Printausgabe der Tiroler Tageszeitung vom Mo, 01.04.2019


Bezirk Schwaz

Mit nostalgischen Bahnen und Kesseln auf Du und Du

Maschinenbaumeister und Schweißtechnologe aus Achenkirch sorgt für Neubau von Waggons für die Schafbergbahn im Salzkammergut.

Zufrieden war die Betriebsleitung der Schafbergbahn mit den Waggonaufbauten im Jahr 2016.

© ZwicknaglZufrieden war die Betriebsleitung der Schafbergbahn mit den Waggonaufbauten im Jahr 2016.



Von Walter Zwicknagl

Achenkirch – In der Werkstätte der Achenseebahn fertigte Christian Narr aus Achenkirch vor drei Jahren mit einem kleinen Team die Aufbauten für zwei Waggons der Schafbergbahn am Wolfgangsee. Und schon damals wurde von Folgeaufträgen geredet. Seit Mitte März ist es fix: Der Tiroler wird weitere zwei Waggons bauen. „Diesen Auftrag an Land zu ziehen, war gar nicht leicht“, erzählt Christian Narr, der bis März nächsten Jahres die Wagen zu liefern hat. Dabei handelt es sich immerhin um einen Auftrag in der Höhe von 750.000 Euro, wie der Maschinenbaumeister und gefragte Schweißtechnologe, der seinen Firmensitz in Achenkirch hat, verrät.

In Bowil im Schweizer Kanton Bern werden die Fahrgestelle gefertigt, für die Aufbauarbeiten aus Aluminium mit allem Drum und Dran sorgen im polnischen Branice die Gebrüder Peter und Paul Literski, mit denen Christian Narr seit Jahren gute Erfahrungen macht. Mit an Bord ist für den kaufmännischen Teil der Steirer Bernhard Trummer. „Wir kennen uns seit gemeinsamen Arbeiten in England, wo es um die Sanierung des Schienennetzes ging“, berichtet der agile Tiroler, während er einen Kesselplan aus dem Jahr 1897 aus dem Regal holt. Und so nebenbei lässt er wissen, dass er technischer Kommissar im Club 760 ist. Dieser trägt Sorge für 15 funktionsfähige Lokomotiven. Dazu zählt auch die stärkste Dampflok der Zillertalbahn.

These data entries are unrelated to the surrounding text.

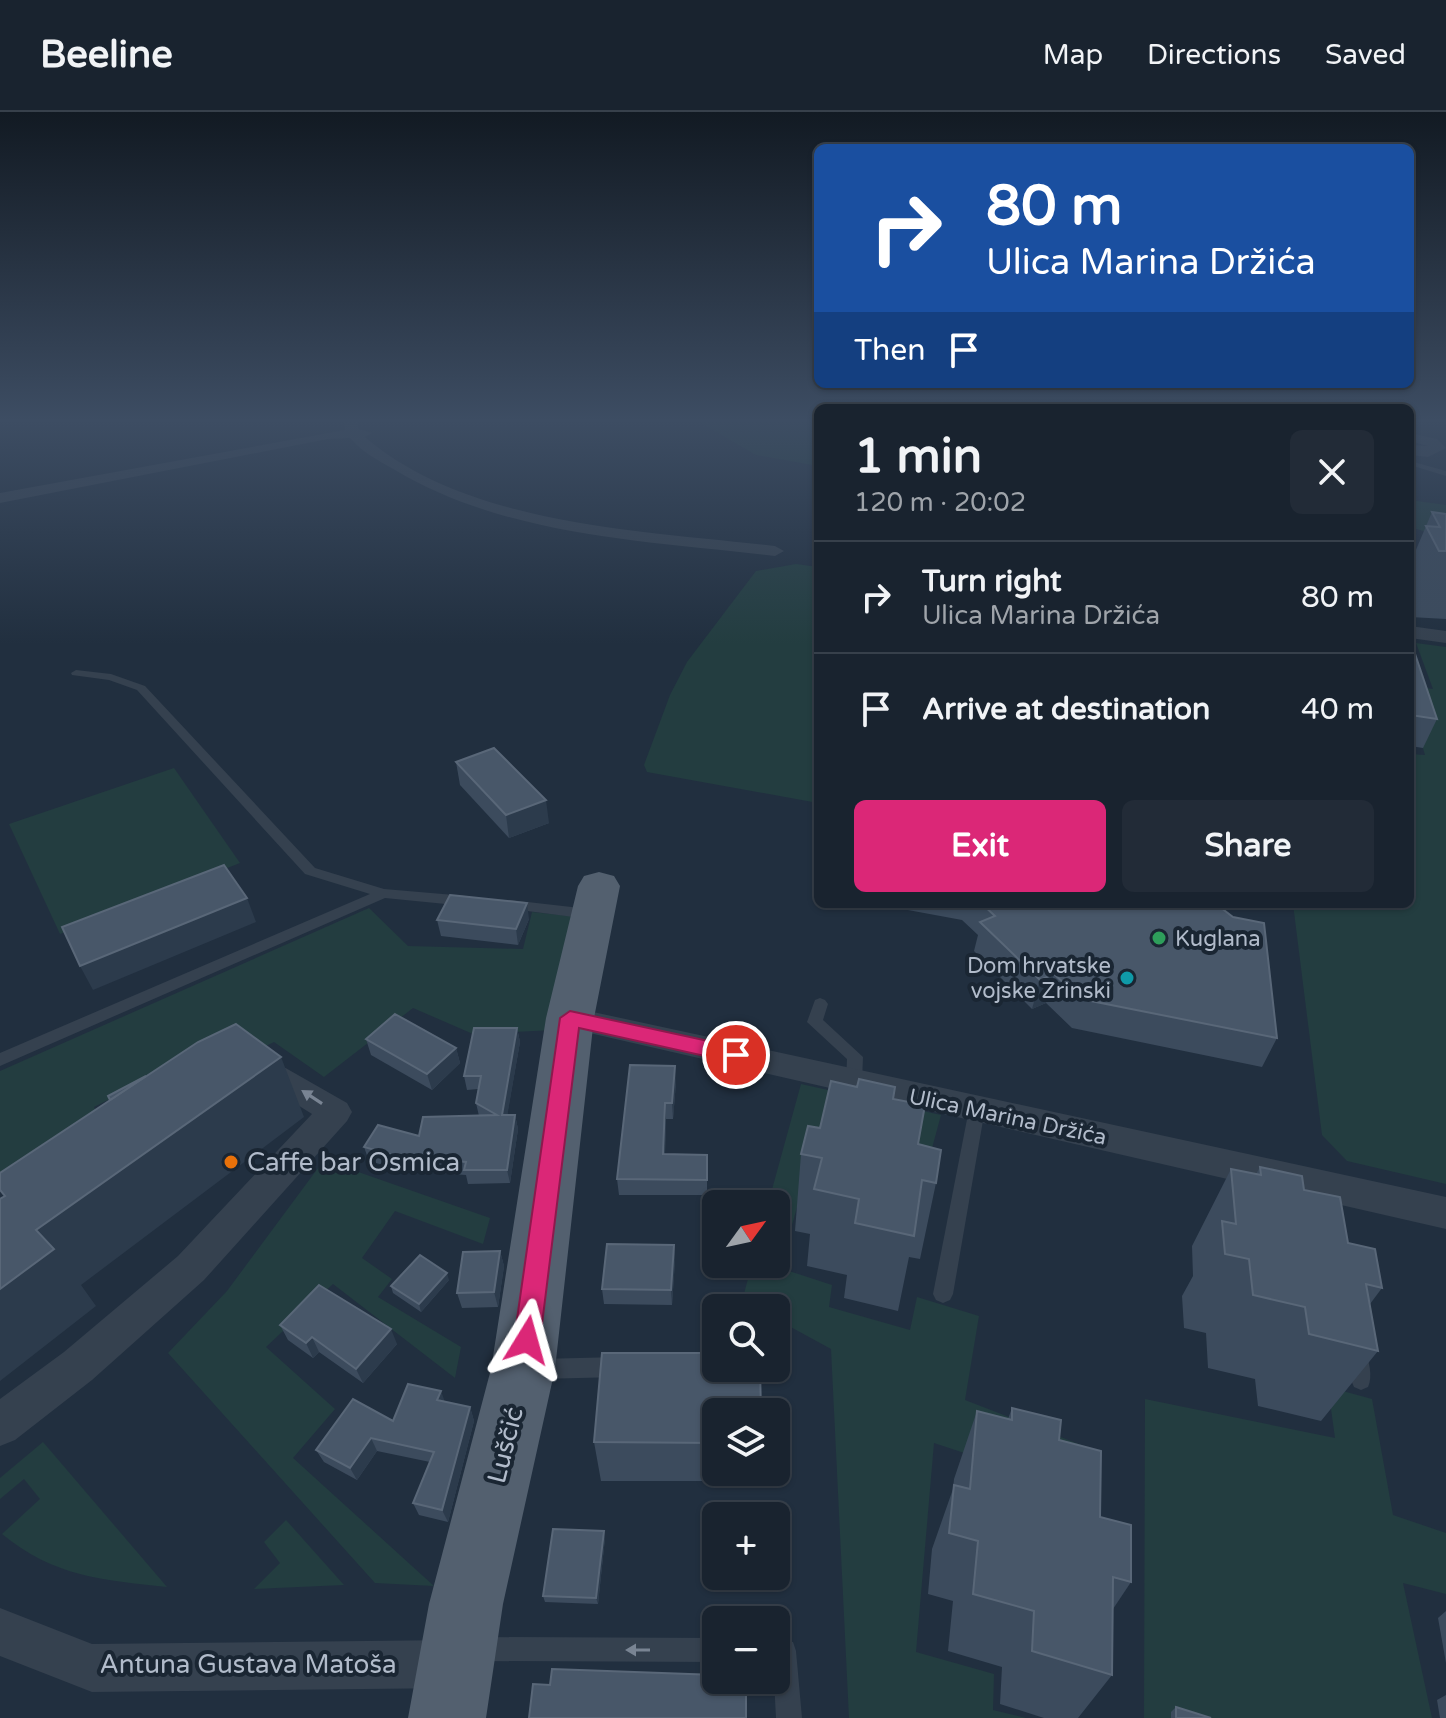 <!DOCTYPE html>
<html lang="en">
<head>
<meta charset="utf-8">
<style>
	:root { --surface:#19232f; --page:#222b37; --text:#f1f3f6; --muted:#9fa4aa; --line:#37404b; --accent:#db2777 }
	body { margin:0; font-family:"Varela Round",sans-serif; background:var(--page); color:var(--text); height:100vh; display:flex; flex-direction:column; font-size:30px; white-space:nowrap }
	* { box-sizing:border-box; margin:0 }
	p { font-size:26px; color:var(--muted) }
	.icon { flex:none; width:44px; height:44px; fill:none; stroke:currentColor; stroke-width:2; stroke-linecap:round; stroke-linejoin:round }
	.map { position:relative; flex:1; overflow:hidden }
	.side { position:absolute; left:814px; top:292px; width:600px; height:504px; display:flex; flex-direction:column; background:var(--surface); border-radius:12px; box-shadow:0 2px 6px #0004,0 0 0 2px var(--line) }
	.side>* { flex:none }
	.hud { position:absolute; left:814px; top:32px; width:600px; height:244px; border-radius:12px; box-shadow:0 2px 6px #0004,0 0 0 2px var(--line); background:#1a4fa0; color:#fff; overflow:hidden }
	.needle { width:52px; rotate:57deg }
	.fabs { position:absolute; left:702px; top:1078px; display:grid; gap:16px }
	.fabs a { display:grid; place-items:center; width:88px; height:88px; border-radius:12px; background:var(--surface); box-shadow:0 2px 6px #0004,0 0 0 2px var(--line); font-size:40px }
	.pin { position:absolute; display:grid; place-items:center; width:68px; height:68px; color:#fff; margin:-34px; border:4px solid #fff; border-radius:50%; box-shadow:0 2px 8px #0007 }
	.me { position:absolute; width:88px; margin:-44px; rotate:8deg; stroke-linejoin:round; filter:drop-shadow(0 0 6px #0008) }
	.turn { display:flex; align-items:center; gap:28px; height:168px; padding:0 40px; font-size:36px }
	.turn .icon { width:104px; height:104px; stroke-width:2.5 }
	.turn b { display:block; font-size:56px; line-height:68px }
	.then { display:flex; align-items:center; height:76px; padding:0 40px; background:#0003; gap:16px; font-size:30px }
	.round { display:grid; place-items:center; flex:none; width:84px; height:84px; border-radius:12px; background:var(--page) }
	.summary { display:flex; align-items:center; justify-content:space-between; height:136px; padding:0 40px }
	h1 { font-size:48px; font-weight:700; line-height:60px }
	.primary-button { display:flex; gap:16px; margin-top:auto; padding:16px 40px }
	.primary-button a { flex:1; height:92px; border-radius:12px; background:var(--accent); color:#fff; font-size:32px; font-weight:700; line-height:92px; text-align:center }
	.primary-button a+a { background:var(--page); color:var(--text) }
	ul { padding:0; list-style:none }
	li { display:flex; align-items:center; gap:24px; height:112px; padding:0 40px; border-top:2px solid var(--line) }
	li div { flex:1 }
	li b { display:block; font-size:30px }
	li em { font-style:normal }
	header { display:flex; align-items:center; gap:48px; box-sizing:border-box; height:112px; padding:0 40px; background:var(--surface); border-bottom:2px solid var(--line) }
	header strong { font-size:38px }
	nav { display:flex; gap:44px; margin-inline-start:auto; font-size:28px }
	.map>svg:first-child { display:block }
	.green { fill:#233d40 }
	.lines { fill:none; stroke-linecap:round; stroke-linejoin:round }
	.service { fill:#35414f; fill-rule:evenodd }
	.minor { fill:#35414f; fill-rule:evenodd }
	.primary { fill:#53606f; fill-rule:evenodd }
	.wall { fill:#3c4b5d }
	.shaded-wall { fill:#2c3b4c }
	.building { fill:#485769; stroke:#596778; stroke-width:2 }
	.oneway { fill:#798493 }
	.route { fill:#db2777; stroke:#8e194d; stroke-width:2 }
	.leisure-dot { fill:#2e9e5b; stroke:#1a2633; stroke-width:3 }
	.culture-dot { fill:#0f9aa8; stroke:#1a2633; stroke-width:3 }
	.food-dot { fill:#e8710a; stroke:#1a2633; stroke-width:3 }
	.labels { text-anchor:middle; stroke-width:8; stroke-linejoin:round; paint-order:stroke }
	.poi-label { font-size:22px; fill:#b1bbca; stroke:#1a2633; text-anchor:start }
	.street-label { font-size:22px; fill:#b1bbca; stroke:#1a2633 }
	.near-poi-label { font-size:26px; fill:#b1bbca; stroke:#1a2633; text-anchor:start }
	.near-street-label { font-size:26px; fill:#b1bbca; stroke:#1a2633 }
</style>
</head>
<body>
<header>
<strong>Beeline</strong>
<nav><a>Map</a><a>Directions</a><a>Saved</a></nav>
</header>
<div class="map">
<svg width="1446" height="1606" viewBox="0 0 1446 1606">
	<rect width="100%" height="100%" fill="#212f3f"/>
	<g class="green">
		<path d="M694 307H818V354L756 343Z"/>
		<path d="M1410 388 1446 393V426L1410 415Z"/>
		<path d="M796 452 818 455V691L647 660 644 653 670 583 687 550 756 459Z"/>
		<path d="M1416 531 1446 535V1072L1347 1049 1322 1023 1293 792H1410V642L1425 643 1410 593V574L1433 577Z"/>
		<path d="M174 656 240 751 60 822 9 712Z"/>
		<path d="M369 796 408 834 523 837 532 800 580 805 555 918 473 922 413 896 324 965 274 930 228 953 214 935 94 995 105 1017 0 1071V959Z"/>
		<path d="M801 972 941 1003 928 1051 816 1027 780 1156 832 1173 829 1195 910 1218 917 1185 979 1204 965 1288 1089 1336V1382L934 1331 916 1540 994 1562 993 1598 1026 1606H849L831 1237 776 1207V1196H755L742 1189 752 1152H776V1092H768Z"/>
		<path d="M324 1048 490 1106 483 1132 395 1099 362 1146 392 1167 378 1185 461 1235 455 1266 333 1172 266 1235 335 1297 293 1346 434 1474 375 1471 168 1241 227 1179Z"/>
		<path d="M1328 1275 1372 1287 1393 1403 1446 1421V1482L1403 1471 1432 1606H1144L1145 1287 1335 1326Z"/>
		<path d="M43 1330 167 1475C103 1468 54 1465 2 1422L40 1387 24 1367 0 1387V1366Z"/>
		<path d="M286 1408 344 1473 254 1477 280 1451 264 1430Z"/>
	</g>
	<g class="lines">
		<g class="service">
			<path d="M1410 349 1446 359V364L1410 353Z"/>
			<path d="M76 558 111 562 145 574 315 756 384 777 466 784 473 789 466 794 385 786 0 954V941L370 782 305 762 137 578 109 568 72 563 71 561Z"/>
			<path d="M510 788 589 797 596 802 589 807 505 796 503 793Z"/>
			<path d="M820 886 825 888 828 892 823 908 863 945 862 970 860 974 854 976 848 974 846 970 847 947 807 910 815 888Z"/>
			<path d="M977 990 983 992 985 997 953 1182 950 1188 943 1191 936 1188 933 1182 969 997 971 992Z"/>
			<path d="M1357 1233 1364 1236C1369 1248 1373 1264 1368 1275L1361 1278 1354 1275C1349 1264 1345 1248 1350 1236Z"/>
			<path d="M619 1245 626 1248 629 1255 626 1262 619 1265 539 1267 532 1264 529 1257 532 1250 539 1247Z"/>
			<path d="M480 1525 716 1526V1550L480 1549 471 1546 468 1537 471 1528Z"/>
			<path d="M776 1527 793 1530 796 1539 802 1606H776L774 1568H776Z"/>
		</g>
		<g class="minor">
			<path d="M344 307H356L359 317 372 321 365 325C468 414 646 419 775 434L784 439 775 444C648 429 507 425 395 358 379 349 362 340 350 326L328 327 0 391V381L345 318Z"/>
			<path d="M1410 321 1437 327 1446 336 1428 345 1410 343V333L1428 334 1410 329Z"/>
			<path d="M1410 514 1446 519V531L1410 526Z"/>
			<path d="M570 895 1446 1085V1117L559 914 555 906 559 898Z"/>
			<path d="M261 942 347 991 352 1000 347 1009 204 1168 92 1268 15 1328 0 1334V1287L64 1240 178 1144 312 1002 250 963 245 954 250 945Z"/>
			<path d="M0 1496 92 1532 454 1528 471 1535 478 1552 471 1569 454 1576 92 1580 0 1544Z"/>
		</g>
		<path class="primary" d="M599 760 614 764 620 774 594 906 555 1257 503 1492 486 1606H408L429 1492 491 1257 546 906 578 774 584 764Z"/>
	</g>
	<g class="wall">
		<path d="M1432 400 1446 402V507L1410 505V452Z"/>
		<path d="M1410 532 1437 607 1423 636 1410 634Z"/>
		<path d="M456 650 549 711 509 726 460 673Z"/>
		<path d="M898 792H1216L1277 926 1262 955 1072 916 1046 891 1032 897 974 839 978 823 962 808 897 796Z"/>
		<path d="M529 807 518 833 441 824 437 808Z"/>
		<path d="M517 916 520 930 507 1003H515L518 1017 510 1071 468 1072 466 1063 405 1059 369 1049 364 1035 419 1024 479 1004 476 991 478 977 467 978 464 964Z"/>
		<path d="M366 927 456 936 460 951 432 978 371 943Z"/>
		<path d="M676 970 673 1007H666L665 1042 707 1043V1083H619L617 1067Z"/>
		<path d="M893 987 918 1032 936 1071 920 1147 909 1145 898 1199 844 1186 847 1163 807 1154 810 1122 795 1119 801 1042Z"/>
		<path d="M1260 1055 1304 1078 1348 1131 1382 1176 1370 1192 1378 1239 1321 1309 1258 1294 1255 1267 1208 1256 1206 1221 1184 1216 1182 1184 1193 1164 1192 1134 1231 1057 1256 1062Z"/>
		<path d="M674 1133 675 1148 672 1193 604 1192 602 1177Z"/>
		<path d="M500 1139 504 1154 498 1195 462 1196 457 1181Z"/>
		<path d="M449 1168 421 1200 393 1181 391 1174Z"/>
		<path d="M280 1213 397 1232 363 1271 319 1240 313 1246 288 1228Z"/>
		<path d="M445 1290 470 1295 474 1309 448 1410 419 1403 413 1391 430 1350 377 1339 357 1368 324 1350 316 1338Z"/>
		<path d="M1012 1296 1059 1328 1100 1405 1131 1470 1113 1497 1112 1563 1078 1606H1044L1000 1592 1002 1555 948 1539 953 1489 928 1482 932 1437 953 1377 954 1367 977 1299 1008 1307Z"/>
		<path d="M716 1300V1360H760V1369H601L594 1330Z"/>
		<path d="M605 1426 598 1492 545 1490 543 1484Z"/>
		<path d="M1446 1499V1551L1438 1506Z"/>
		<path d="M1446 1583V1606H1440L1437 1588Z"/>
		<path d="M1176 1595 1211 1606H1171V1600Z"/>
	</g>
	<g class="shaded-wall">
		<path d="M546 688 549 711 509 726 506 703Z"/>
		<path d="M247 786 256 810 93 878 80 854Z"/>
		<path d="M527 791 529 807 518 833 516 817Z"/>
		<path d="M1054 862 1046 891 1032 897 1040 868Z"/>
		<path d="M517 916 520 930 505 1017 502 1003Z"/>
		<path d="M456 936 460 951 432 978 427 962Z"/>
		<path d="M281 945 304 1005 81 1173 96 1194 0 1269V1177L36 1118Z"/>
		<path d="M675 954 676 970 673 1007 672 991Z"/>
		<path d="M665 991 666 1007 664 1058 663 1042Z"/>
		<path d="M515 1003 518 1017 510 1071 507 1058Z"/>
		<path d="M674 1133 675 1148 672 1193 671 1178Z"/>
		<path d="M500 1139 504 1154 498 1195 494 1180Z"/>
		<path d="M447 1161 449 1168 421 1200 419 1192Z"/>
		<path d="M391 1217 397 1232 363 1271 356 1257Z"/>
		<path d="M312 1225 319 1240 313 1246 306 1231Z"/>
		<path d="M441 1279 446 1293 437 1288Z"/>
		<path d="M470 1295 474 1309 448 1410 442 1398Z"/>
		<path d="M371 1326 377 1339 357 1368 350 1356Z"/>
		<path d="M604 1419 605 1426 598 1492 596 1486Z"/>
	</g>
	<g class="building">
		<path d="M1432 400 1446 402V439H1439L1426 414 1440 415Z"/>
		<path d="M1410 532 1412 533 1437 607 1410 603Z"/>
		<path d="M494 636 546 688 506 703 456 650Z"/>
		<path d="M224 753 247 786 80 854 62 815Z"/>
		<path d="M450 783 527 791 516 817 437 808Z"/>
		<path d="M982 792H1216L1233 805 1264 811 1277 926 1081 887 1054 862 1040 868 980 810 995 804Z"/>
		<path d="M395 902 456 936 427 962 366 927Z"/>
		<path d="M236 912 281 945 36 1118 54 1137 0 1177V1087L5 1084 0 1078V1061L198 930Z"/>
		<path d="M474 916H517L502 1003H515L507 1058H464L466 1050 400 1045 364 1035 378 1013 419 1024 423 1005 497 1003 476 991 481 964H464Z"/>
		<path d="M630 953 675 954 672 991H665L663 1042 707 1043V1068L617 1067Z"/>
		<path d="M146 964 110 988 108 984Z"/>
		<path d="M859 967 895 975 893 987 925 993 918 1032 941 1038 936 1071 922 1068 914 1124 855 1111 859 1087 814 1077 822 1046 801 1042 808 1014 820 1016 831 969 857 975Z"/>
		<path d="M1260 1055 1302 1064 1304 1078 1340 1085 1348 1131 1375 1137 1382 1176 1366 1172 1378 1239 1309 1222 1305 1195 1253 1183 1249 1147 1225 1142 1222 1109 1236 1112 1231 1057 1261 1063Z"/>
		<path d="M607 1132 674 1133 671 1178 602 1177Z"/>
		<path d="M500 1139 494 1180 457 1181 463 1140Z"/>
		<path d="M420 1143 447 1161 419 1192 391 1174Z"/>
		<path d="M319 1173 391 1217 356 1257 312 1225 306 1231 280 1213Z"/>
		<path d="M602 1241H716V1256H760L761 1300H716V1331L594 1330Z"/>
		<path d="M408 1272 441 1279 437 1288 470 1295 442 1398 413 1391 434 1340 371 1326 350 1356 316 1338 353 1287 393 1309Z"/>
		<path d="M1012 1296 1061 1308 1059 1328 1101 1339 1100 1405 1131 1413V1470L1113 1465 1112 1563 1032 1539 1034 1499 973 1482 978 1429 949 1421 954 1373 970 1377 977 1299 1012 1308Z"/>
		<path d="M553 1417 604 1419 596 1486 543 1484Z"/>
		<path d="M552 1557 716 1563V1568H746V1606H529L533 1572 550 1573Z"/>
		<path d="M1176 1595 1211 1606H1176Z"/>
	</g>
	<defs><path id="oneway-solid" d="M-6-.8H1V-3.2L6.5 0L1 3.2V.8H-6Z" transform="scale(2)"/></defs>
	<g class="oneway">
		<use href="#oneway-solid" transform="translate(312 985) rotate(-147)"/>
		<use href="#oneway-solid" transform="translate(638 1538) rotate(-180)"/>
	</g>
	<linearGradient id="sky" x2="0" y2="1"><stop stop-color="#121a23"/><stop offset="0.58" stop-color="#3d4d63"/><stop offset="1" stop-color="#3d4d63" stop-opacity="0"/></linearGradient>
	<rect width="1446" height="532" fill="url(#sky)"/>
	<path class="route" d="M570 899 736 935 746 943 736 951 579 916 540 1228 536 1237 527 1240 518 1237 514 1228 560 906Z"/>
	<circle class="leisure-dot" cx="1159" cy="826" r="8"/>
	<circle class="culture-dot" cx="1127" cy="866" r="8"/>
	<circle class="food-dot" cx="231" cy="1050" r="8"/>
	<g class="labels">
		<g class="poi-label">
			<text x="1175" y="834">Kuglana</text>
			<text x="1111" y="861" text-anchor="end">Dom hrvatske<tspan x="1111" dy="25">vojske Zrinski</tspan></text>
		</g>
		<g class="street-label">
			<text transform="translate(1008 1004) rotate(12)" y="8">Ulica Marina Držića</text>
		</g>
		<g class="near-poi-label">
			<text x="247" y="1059">Caffe bar Osmica</text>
		</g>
		<g class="near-street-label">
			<text transform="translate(505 1333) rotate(-76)" y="9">Luščić</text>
			<text x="248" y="1561">Antuna Gustava Matoša</text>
		</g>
	</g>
</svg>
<div class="fabs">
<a><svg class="needle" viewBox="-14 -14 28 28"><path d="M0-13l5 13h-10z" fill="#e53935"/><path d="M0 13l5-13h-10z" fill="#9fa4aa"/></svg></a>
<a><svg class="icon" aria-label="search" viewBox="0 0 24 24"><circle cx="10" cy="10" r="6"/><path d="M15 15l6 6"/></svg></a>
<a><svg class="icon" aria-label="layers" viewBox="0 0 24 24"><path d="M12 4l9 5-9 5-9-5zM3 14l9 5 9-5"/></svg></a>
<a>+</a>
<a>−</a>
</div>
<div class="pin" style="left:736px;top:943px;background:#d93025"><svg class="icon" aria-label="arrive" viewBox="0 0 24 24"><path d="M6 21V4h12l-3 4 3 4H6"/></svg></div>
<svg class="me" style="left:527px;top:1228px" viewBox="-20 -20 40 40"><path d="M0-17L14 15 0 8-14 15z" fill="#db2777" stroke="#fff" stroke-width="4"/></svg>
<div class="hud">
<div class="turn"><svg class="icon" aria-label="right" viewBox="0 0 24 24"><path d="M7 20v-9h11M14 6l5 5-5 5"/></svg><div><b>80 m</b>Ulica Marina Držića</div></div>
<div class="then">Then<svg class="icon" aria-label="arrive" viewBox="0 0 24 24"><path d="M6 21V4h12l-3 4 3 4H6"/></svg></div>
</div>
<section class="side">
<div class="summary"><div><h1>1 min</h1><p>120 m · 20:02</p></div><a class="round"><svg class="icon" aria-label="close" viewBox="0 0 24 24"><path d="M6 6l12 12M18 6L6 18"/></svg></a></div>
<ul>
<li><svg class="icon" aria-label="right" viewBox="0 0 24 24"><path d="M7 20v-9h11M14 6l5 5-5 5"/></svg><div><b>Turn right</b><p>Ulica Marina Držića</p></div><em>80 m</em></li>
<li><svg class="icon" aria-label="arrive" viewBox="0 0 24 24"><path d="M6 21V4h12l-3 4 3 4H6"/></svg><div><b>Arrive at destination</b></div><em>40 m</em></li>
</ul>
<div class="primary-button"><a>Exit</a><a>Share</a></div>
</section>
</div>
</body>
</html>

Dass es einmal um Metall und das Schmiedehandwerk gehen werde, habe er schon in seiner Hauptschulzeit gewusst, stellt der 44-jährige Achenkircher trocken fest. Heute sind Dampfkessel und schwierige Nietarbeiten sein Metier. Bei der Chiemseebahn hat er gerade den Rahmen eines Güterwagens genietet, bei der Achenseebahn war er mit Revisionsarbeiten an zwei Dampfkesseln beschäftigt. Und eine Herausforderung war für ihn die Produktion von Hemmschuhhaltern für die Siemens-Lok Vectron. Dass er im Normenausschuss für Eisenbahninstandhaltung sitzt, ist aus seiner Sicht ein großes Plus. Denn damit wisse er, was auf diesem Sektor Sache ist. „Einer meiner Schwerpunkte ist die Prüftechnik“, sagt der Chef der MZA Schienenfahrzeug GmbH in Achenkirch. Zu den Aufträgen rund um die Schafbergbahn kam er vor einigen Jahren im Rahmen einer Kesselreparatur in St. Wolfgang. Dass er den Bau weiterer Waggons für die Schafbergbahn zugesichert bekam, freut ihn. Bis zum Jahr 2024 werden es dann zehn Waggons sein. Jetzt aber ist der Maschinenbaumeister und Schweißwerkmeister mit der Musterzulassung der zwei Wagen beschäftigt. Und wie könnte es anders sein: Auch Sohn Raphael will sich auf den Maschinenbau konzentrieren.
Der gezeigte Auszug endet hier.